Ukraine has increased its attacks on Russian oil refineries in recent months in an effort to severely damage Russia’s export earnings and obstruct the flow of gasoline to President Vladimir Putin’s soldiers. According to RIA state news agency via Reuters, the most recent incident featured oil refinery in Russia’s Kaluga area being set on fire by Ukrainian drones. In addition, the head of Russia’s Republic of Bashkortostan, Radiy Khabirov, claims that an attack occurred earlier this week on Gazprom’s Neftekhim Salavat oil refinery, one of the biggest in the country.

The Biden administration has criticized these strategies, nevertheless. In April, Defense Secretary Lloyd Austin issued a warning, stating that Ukraine should instead concentrate on military targets as these assaults have the potential to upset the world oil markets. Despite this position, some analysts contend that Ukraine’s approach is legitimate and might not have the disastrous outcomes the US fears.

Sam Winter-Levy, a doctorate candidate in political science at Princeton University, Lauri Myllyvirta, principal analyst at the Centre for Research on Energy and Clean Air, and Michael Liebreich, creator of Bloomberg New Energy Finance, presented their viewpoints in Foreign Affairs magazine.
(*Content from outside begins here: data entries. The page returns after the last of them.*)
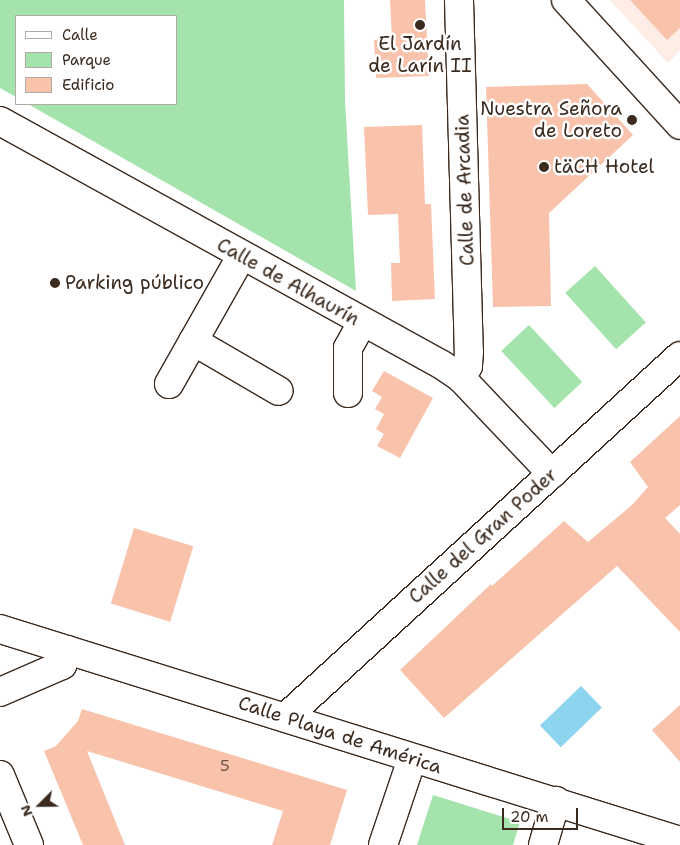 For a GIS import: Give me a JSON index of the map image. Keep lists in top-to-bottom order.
{
  "streets": {
    "street": [
      "Calle de Arcadia",
      "Calle de Alhaurín",
      "Calle del Gran Poder",
      "Calle Playa de América"
    ]
  },
  "crossings": [
    ["Calle de Arcadia", "Calle de Alhaurín"],
    ["Calle de Alhaurín", "Calle del Gran Poder"],
    ["Calle del Gran Poder", "Calle Playa de América"]
  ],
  "places": [
    "El Jardín de Larín II",
    "Nuestra Señora de Loreto",
    "täCH Hotel",
    "Parking público"
  ],
  "house_numbers": ["5"],
  "legend": ["Calle", "Parque", "Edificio"],
  "scale_bar": "20 m",
  "north": "bottom left"
} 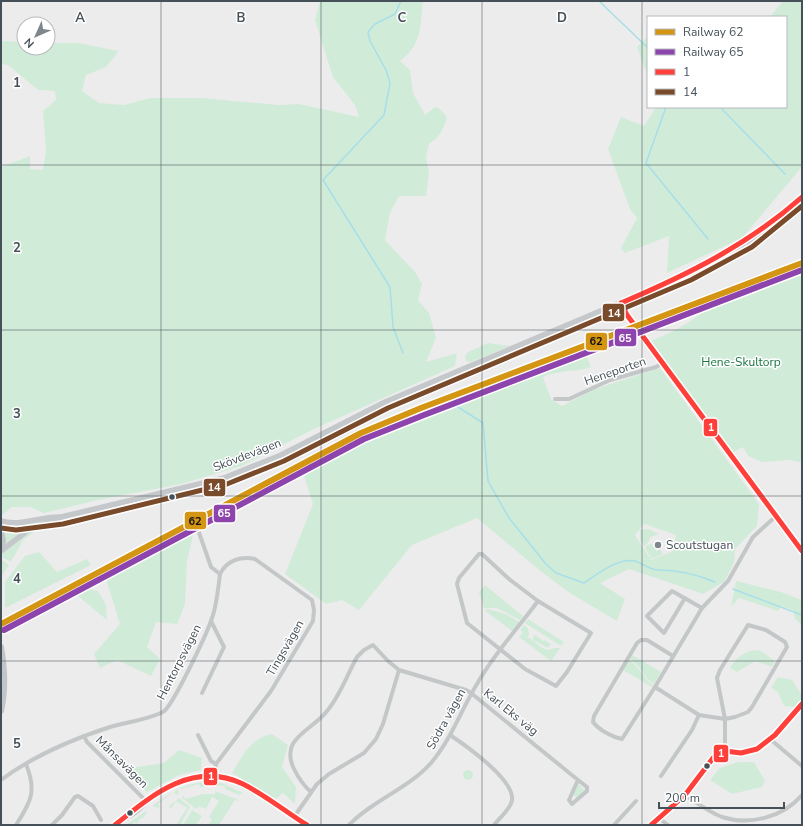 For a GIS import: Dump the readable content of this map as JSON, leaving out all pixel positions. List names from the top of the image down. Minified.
{"streets":{"main road":["Skövdevägen"],"street":["Heneporten","Tingsvägen","Hentorpsvägen","Karl Eks väg","Södra vägen","Månsavägen"]},"crossings":[["Tingsvägen","Hentorpsvägen"],["Hentorpsvägen","Månsavägen"],["Karl Eks väg","Södra vägen"]],"parks":["Hene-Skultorp"],"places":["Scoutstugan"],"lines":["transit line 1","transit line 14","rail line 62","rail line 65"],"legend":["Railway 62","Railway 65","1","14"],"scale_bar":"200 m","north":"bottom left","grid":{"columns":["A","B","C","D"],"rows":["1","2","3","4","5"]}} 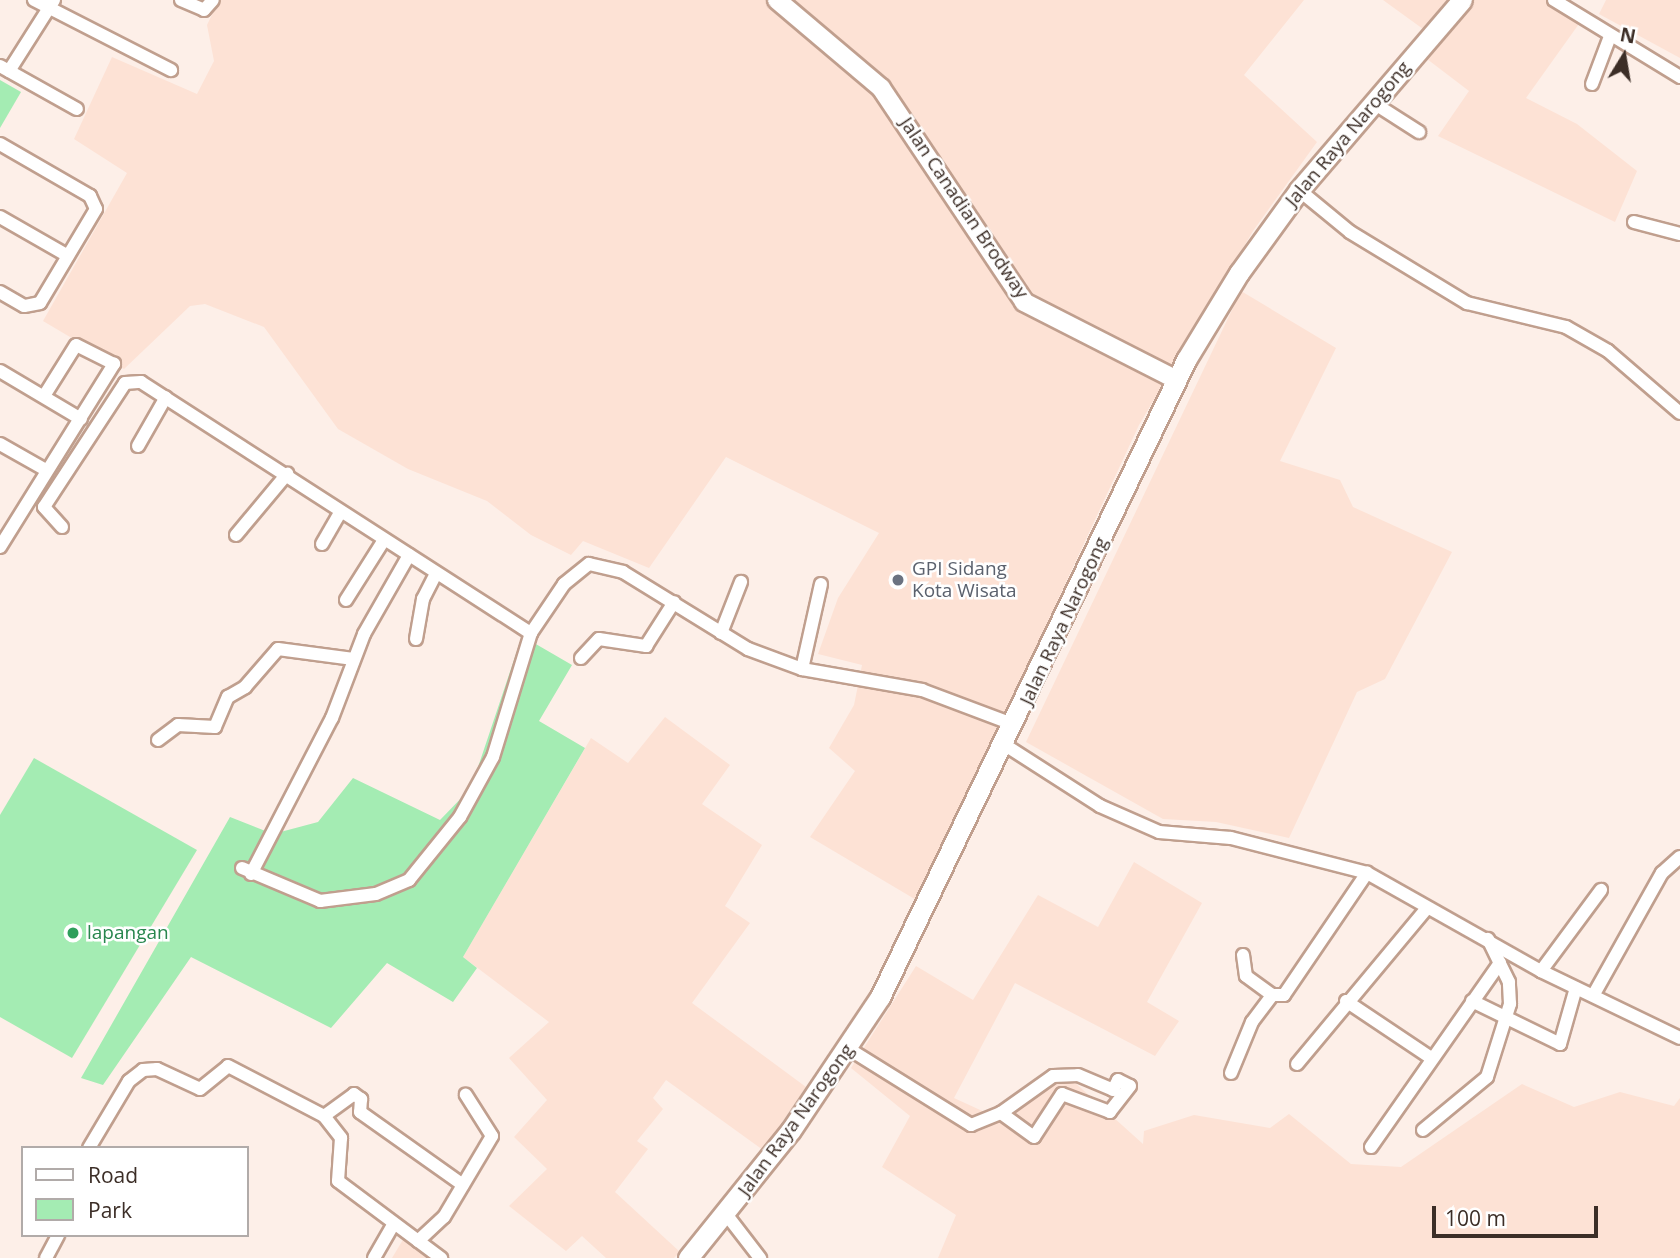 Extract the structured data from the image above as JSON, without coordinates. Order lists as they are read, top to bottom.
{
  "streets": {
    "main road": ["Jalan Raya Narogong"],
    "street": ["Jalan Canadian Brodway"]
  },
  "crossings": [
    ["Jalan Raya Narogong", "Jalan Canadian Brodway"]
  ],
  "places": ["GPI Sidang Kota Wisata", "lapangan"],
  "legend": ["Road", "Park"],
  "scale_bar": "100 m",
  "north": "top"
} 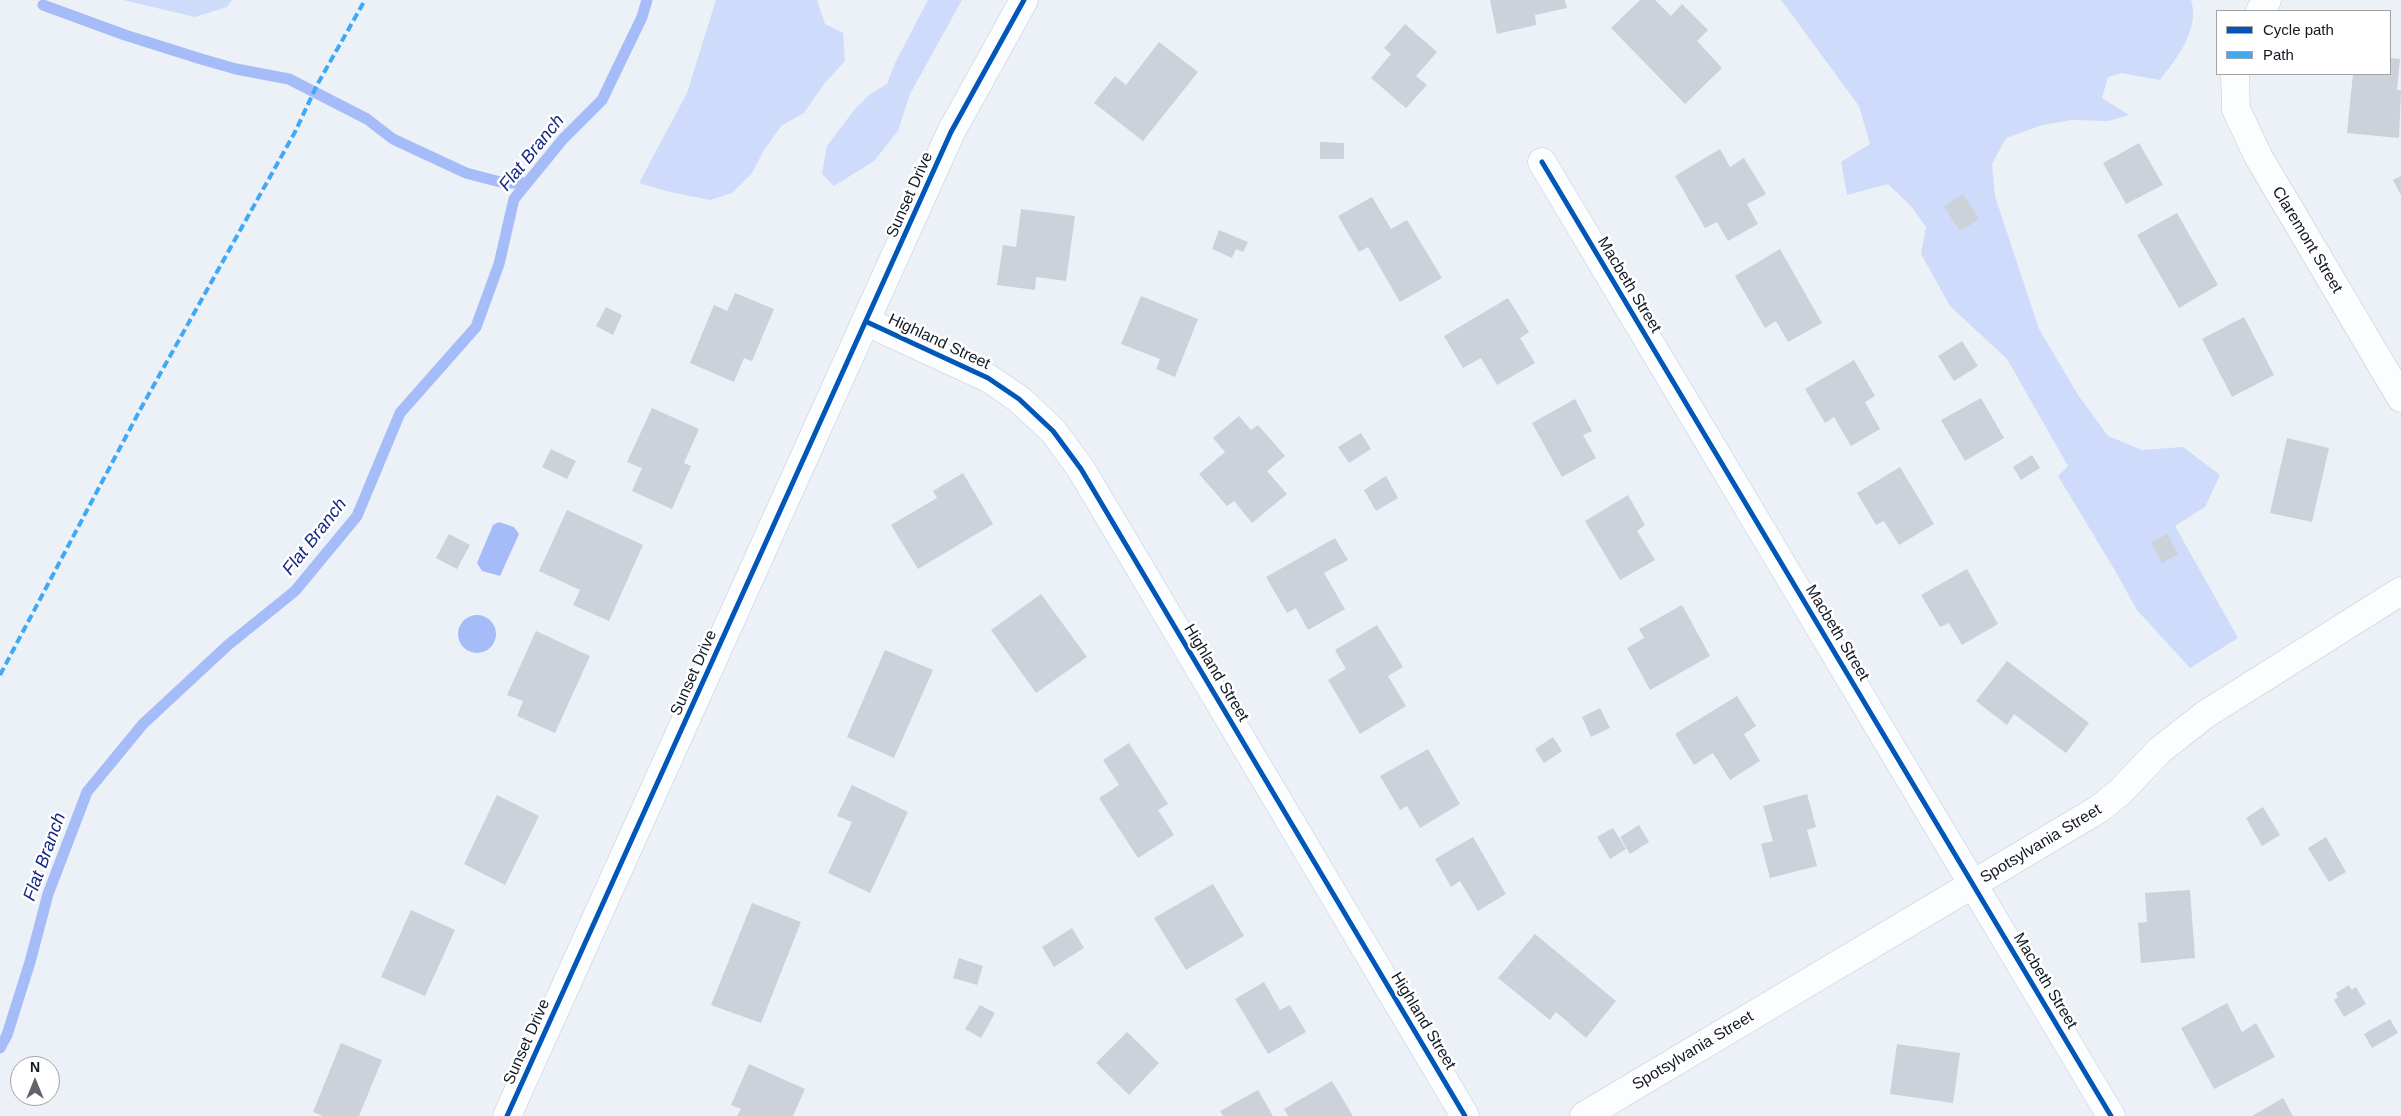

They argue that strikes by the Ukrainians on Russian refining plants won’t inevitably cause oil prices throughout the world to soar. They claim that these attacks mostly damage Russia’s ability to create refined goods, such as gasoline, at the expense of its ability to obtain and export large amounts of crude oil.

In fact, the experts argue that Russia’s diminished capability for refining crude oil may compel the nation to export more of it, thereby bringing down world prices. They also point out that the strikes have caused Russia’s domestic refined product prices to skyrocket, which is consistent with the goals of the Western economic sanctions. Russia has been able to evade Western attempts to reduce its energy income, including sanctions like outlawing the purchase of Russian gas and oil and placing price ceilings on Russian crude oil.

In an effort to lessen the effects of Western sanctions, Russia has switched the majority of its oil exports to China and India, according to Deputy Prime Minister Alexander Novak’s announcement last year. According to Bloomberg reports, Russia’s oil income more than quadrupled in April over the prior year, demonstrating the country’s ability to modify its operations. Furthermore, as Reuters noted in April, Russia showed that it could quickly restore important refinery facilities damaged by Ukrainian attacks, reducing the effect on refining capacity.

Ukraine has continued to assault refining installations in spite of these obstacles, however it is unclear how much of an impact they will have on Russia’s efforts to rebuild itself. The protracted confrontation between Russia and Ukraine highlights the complexity of geopolitical tensions and the many tactics used by each side. The success of Ukrainian strategies and the reactions of international players will continue to influence how the energy landscape and international relations are shaped as the crisis develops.